Malam menjelang isya, Ridwan memanggil Malik yang hendak mengambil air wudhu.

“Bisa kita bicara sebentar, Mal?” tanya Ridwan.

Malik menatap Ridwan, berpikir sejenak kemudian mengangguk.

“Bisa, Om. Sekarang?” tanya Malik dengan santun.

Ridwan tersenyum mendengar Malik masih memanggilnya dengan sebutan om, sebagaimana dulu anak itu memanggilnya dengan sebutan yang sama.

“Mengapa harus memanggil dengan sebutan om, Mal? Bukankah kita sudah menjadi keluarga? Kamu sudah menjadi suami Isha. Itu artinya kamu sudah menjadi anakku, dan aku menjadi ayahmu. Mungkin mulai sekarang kamu harus membiasakan memanggil om dengan panggilan ayah,” kata Ridwan masih dengan senyum leganya.

Malik tersenyum kikuk.

“Maaf, Yah. Mungkin hanya belum terbiasa saja,” Malik mengangguk canggung.

“Ya … aku tahu.”

“Ayah mau bicara sekarang?” tanya Malik melanjutkan percakapan yang terputus tadi.

Ridwan tersenyum.

“Sebenarnya iya. Kamu mau apa sekarang?” tanya Ridwan ketika dilihatnya Malik sepertinya mau ke belakang.

“Saya mau sholat isya dulu tadi rencananya.” Malik menjawab jujur.

“Ya, sudah. Kamu sholat dulu. Nanti kalau selesai, temui Ayah di ruang tamu. Ada yang harus Ayah bicarakan sama kamu, sebagai sesama laki-laki,” ujar Ridwan dengan serius.

“Baik, Yah. Saya sholat dulu,” pamit Malik hendak berlalu.

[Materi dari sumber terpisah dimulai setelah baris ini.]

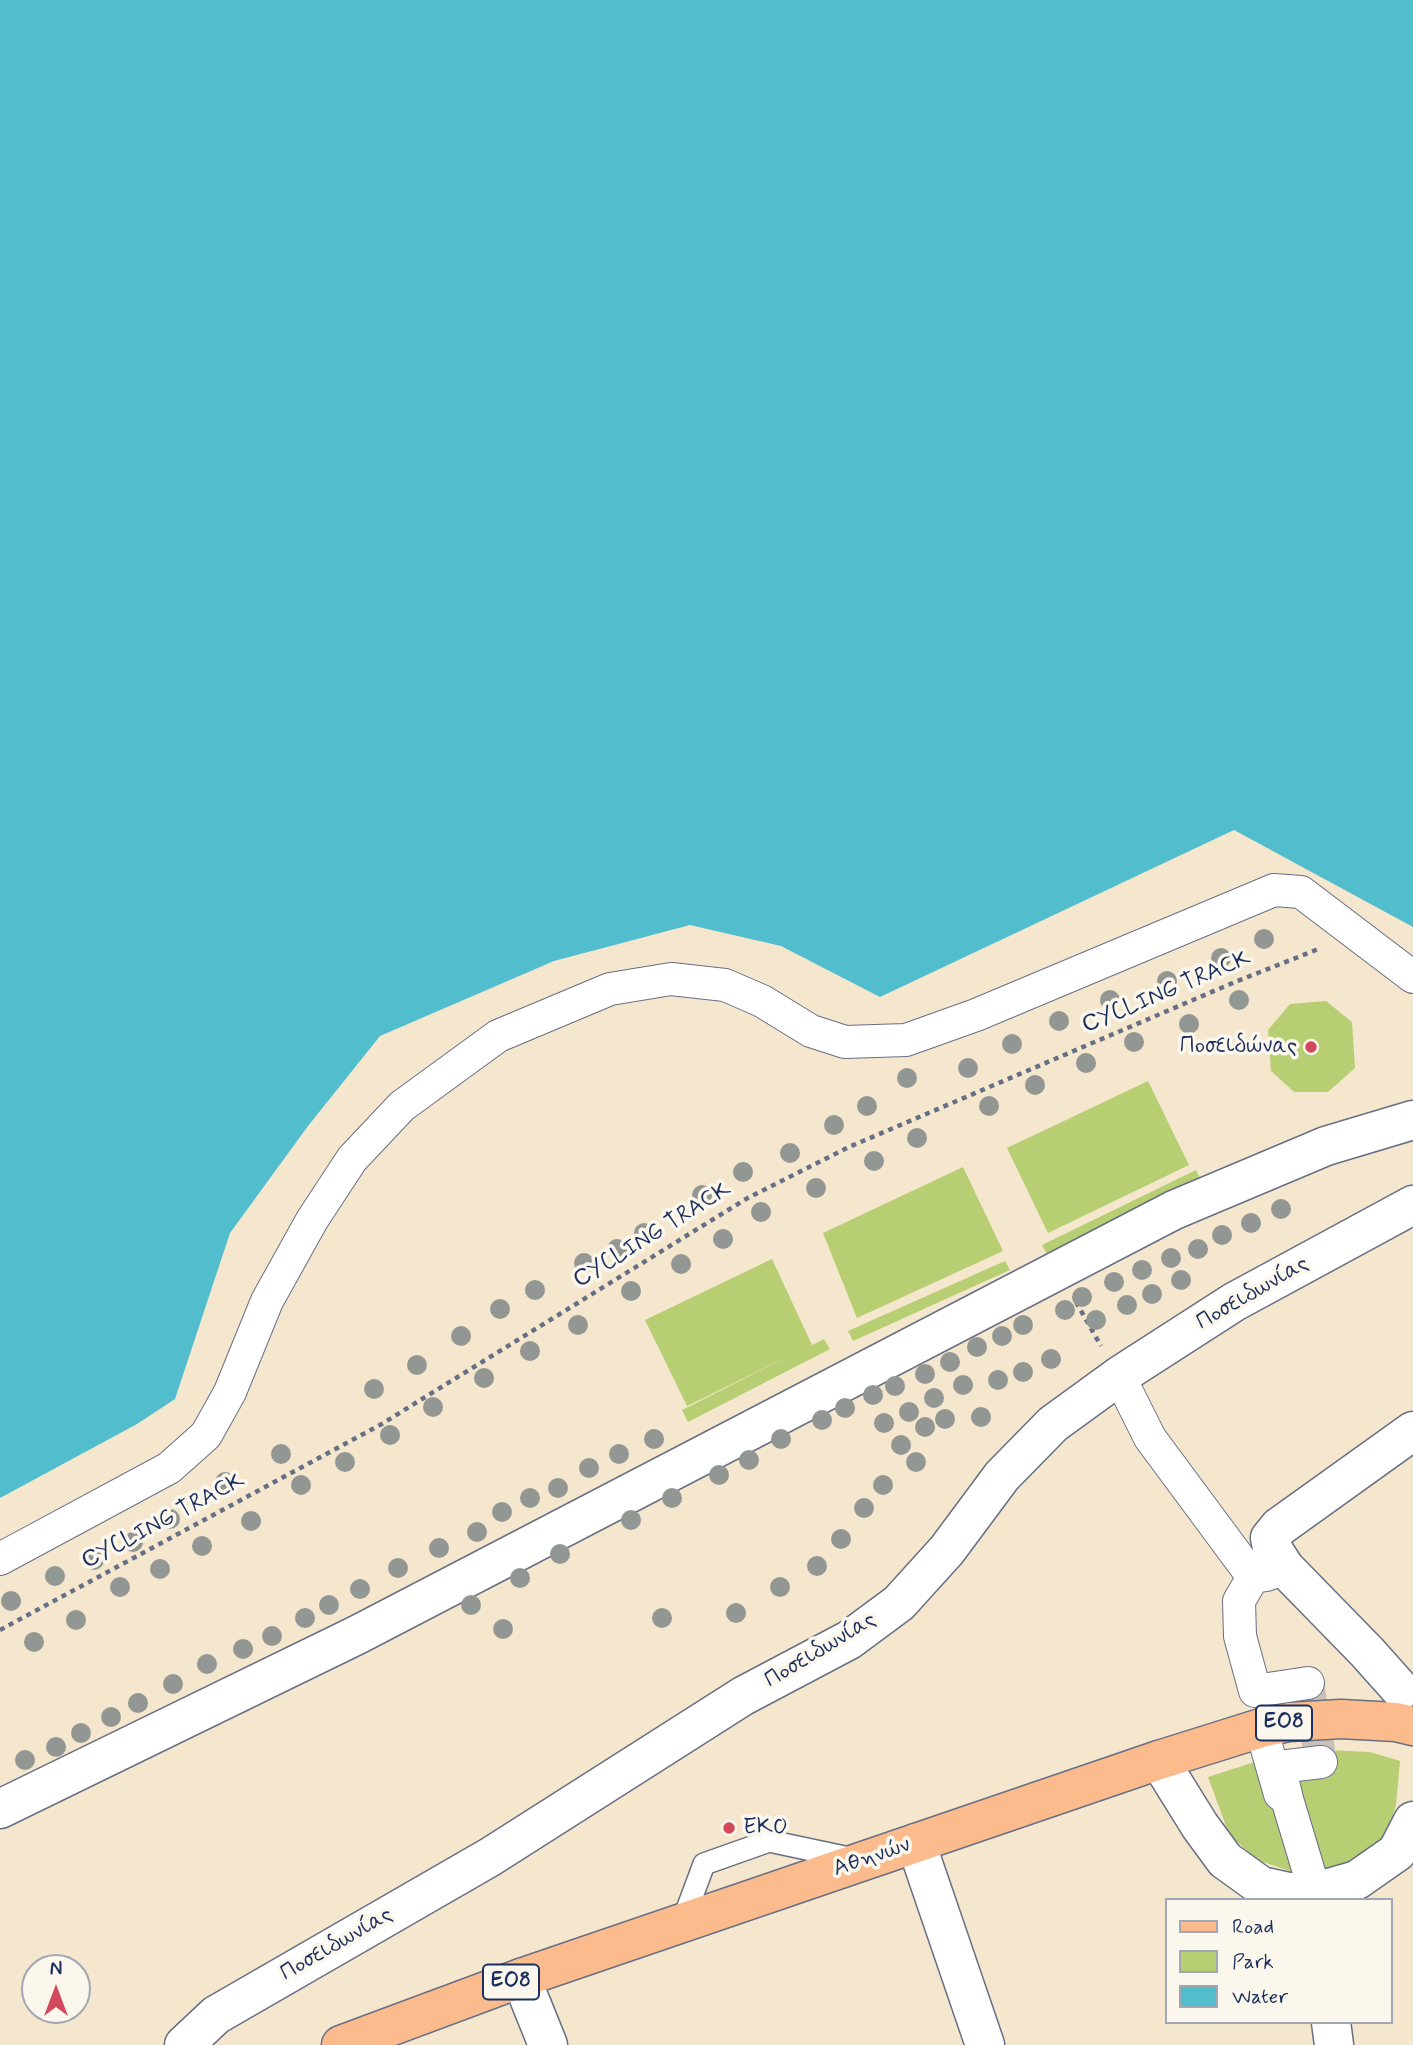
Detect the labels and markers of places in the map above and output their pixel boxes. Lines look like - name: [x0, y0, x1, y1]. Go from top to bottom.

“Jangan lupa ajak Isha sekalian, Mal,” perintah Ridwan.

Malik tersenyum dan mengangguk, “Baik, Yah.”

Setelah Malik meninggalkannya, Ridwan lantas berjalan ke arah ruang tamu yang sudah dirapikan kembali. Pandangan mata Ridwan mengarah ke halaman yang masih terang benderang. Ada kelegaan luar biasa yang tergambar di wajah Ridwan ketika semua sudah selesai dengan baik, meski tidak berjalan sebagaimana seharusnya. Setidaknya Ridwan mensyukuri keberadaan Malik yang datang tepat waktu untuk menyelamatkan muka keluarga ini.

Sejujurnya Ridwan tak habis pikir, apa yang membuat Malik demikian nekat bersedia menikahi Isha, padahal jelas-jelas Isha tidak mencintainya. Bahkan yang Ridwan tahu, hubungan persahabatan mereka yang dulu baik itu memburuk dalam beberapa tahun terakhir ini.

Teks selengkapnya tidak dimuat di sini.